**Task statement**
When you retype the data, keep every line exactly as it appears.

[Dataset excerpts]
□ □ □

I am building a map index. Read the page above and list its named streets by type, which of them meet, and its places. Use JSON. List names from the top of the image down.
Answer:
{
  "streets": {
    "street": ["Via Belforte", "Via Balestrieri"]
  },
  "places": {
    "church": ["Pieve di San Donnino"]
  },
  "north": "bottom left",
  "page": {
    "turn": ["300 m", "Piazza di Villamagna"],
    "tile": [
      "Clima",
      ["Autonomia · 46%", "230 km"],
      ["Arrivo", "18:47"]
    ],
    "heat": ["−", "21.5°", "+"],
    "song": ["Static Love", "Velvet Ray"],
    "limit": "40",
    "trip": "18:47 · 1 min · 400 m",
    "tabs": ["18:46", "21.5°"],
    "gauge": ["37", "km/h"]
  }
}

□ □ □

**Expected output**
I am building a map index. Read the page above and list its named streets by type, which of them meet, and its places. Use JSON. List names from the top of the image down.
Answer:
{
  "streets": {
    "street": ["Via Belforte", "Via Balestrieri"]
  },
  "places": {
    "church": ["Pieve di San Donnino"]
  },
  "north": "bottom left",
  "page": {
    "turn": ["300 m", "Piazza di Villamagna"],
    "tile": [
      "Clima",
      ["Autonomia · 46%", "230 km"],
      ["Arrivo", "18:47"]
    ],
    "heat": ["−", "21.5°", "+"],
    "song": ["Static Love", "Velvet Ray"],
    "limit": "40",
    "trip": "18:47 · 1 min · 400 m",
    "tabs": ["18:46", "21.5°"],
    "gauge": ["37", "km/h"]
  }
}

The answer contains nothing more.